Spark is an absolute necessity for file of this size. It is built to handle large files where if we only had base python and pandas, we'd not only run into memory issues, but the analysis would take a very long time. Typically, when observations exceed reach 1 million and up to 10 million, then pandas starts to really struggle. For this analysis, we are processing 233 million observations and 30 GBs of uncompressed data.
Each of the file sizes and observation count per month is visible below.
Given the gamut of changes and intricacies within spark and PySpark specifically, there was a lot of research and troubleshooting needed to get this analysis completed. One of the major changes to spark in recent years was the unification and accessibility. In order to use spark, we first need to initiate the 'SparkSession' which then we use to gain access into other API's, like SQL Context or Spark Context. In older version, these were disparate parts. These API's are visible below.
Before starting the analysis process we need to do some setup programming. This requires that we import the dependencies like pandas, numpy, seaborn, and spark. The color scheme and the initiation of the spark session is visible below.
The data that I imported for this analysis is in four separate files. I decided to also just import them into their separate dataframes so that I could review the information on a per month basis. Each import is visible in this section.

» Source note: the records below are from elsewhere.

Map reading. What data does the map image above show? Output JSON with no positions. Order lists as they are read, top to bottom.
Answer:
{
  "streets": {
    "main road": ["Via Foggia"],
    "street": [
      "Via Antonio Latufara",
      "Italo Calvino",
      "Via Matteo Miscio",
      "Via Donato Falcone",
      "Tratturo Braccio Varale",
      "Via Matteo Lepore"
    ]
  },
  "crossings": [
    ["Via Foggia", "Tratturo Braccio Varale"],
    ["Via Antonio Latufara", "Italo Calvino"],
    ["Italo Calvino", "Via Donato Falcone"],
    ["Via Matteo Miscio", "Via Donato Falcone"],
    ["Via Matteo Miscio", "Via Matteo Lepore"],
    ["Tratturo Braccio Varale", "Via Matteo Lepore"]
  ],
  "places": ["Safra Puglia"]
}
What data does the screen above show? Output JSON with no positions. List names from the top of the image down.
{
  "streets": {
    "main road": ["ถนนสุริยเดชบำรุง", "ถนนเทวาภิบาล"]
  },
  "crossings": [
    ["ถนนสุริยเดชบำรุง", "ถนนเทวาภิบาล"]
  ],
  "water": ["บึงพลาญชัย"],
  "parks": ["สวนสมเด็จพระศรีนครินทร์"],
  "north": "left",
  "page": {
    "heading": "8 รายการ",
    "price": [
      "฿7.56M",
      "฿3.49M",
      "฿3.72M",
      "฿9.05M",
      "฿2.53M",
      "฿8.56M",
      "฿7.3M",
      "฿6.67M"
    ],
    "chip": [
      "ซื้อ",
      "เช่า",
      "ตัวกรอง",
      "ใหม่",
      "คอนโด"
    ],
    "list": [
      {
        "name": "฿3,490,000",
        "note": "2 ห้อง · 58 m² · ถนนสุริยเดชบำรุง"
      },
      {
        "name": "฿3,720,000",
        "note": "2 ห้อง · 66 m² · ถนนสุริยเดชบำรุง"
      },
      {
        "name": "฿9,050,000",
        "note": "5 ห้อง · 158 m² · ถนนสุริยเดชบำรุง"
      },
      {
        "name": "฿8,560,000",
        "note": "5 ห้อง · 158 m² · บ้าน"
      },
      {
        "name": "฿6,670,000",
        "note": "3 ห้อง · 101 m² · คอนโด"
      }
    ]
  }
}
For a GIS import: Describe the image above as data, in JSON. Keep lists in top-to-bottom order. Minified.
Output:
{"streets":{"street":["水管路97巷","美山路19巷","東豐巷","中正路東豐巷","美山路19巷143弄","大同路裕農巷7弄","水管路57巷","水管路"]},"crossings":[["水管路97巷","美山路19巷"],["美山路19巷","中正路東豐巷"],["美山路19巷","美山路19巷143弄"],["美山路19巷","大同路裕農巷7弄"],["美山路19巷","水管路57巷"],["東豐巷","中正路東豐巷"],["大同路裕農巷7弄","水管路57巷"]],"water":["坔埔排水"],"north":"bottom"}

When looking at the header information for each data file, it is important to note that each row is representative of an event by a user. This is recorded with a timestamp and the event classification. The possibilities include view, cart, or purchase. For this analysis, I am mainly concerned with the purchase event types.
In this section I quickly review the total record count per each month. The output is order by month (oct-nov-dec-jan). The range is between 42 million to 67 million, with October with the least, and December with the most total events.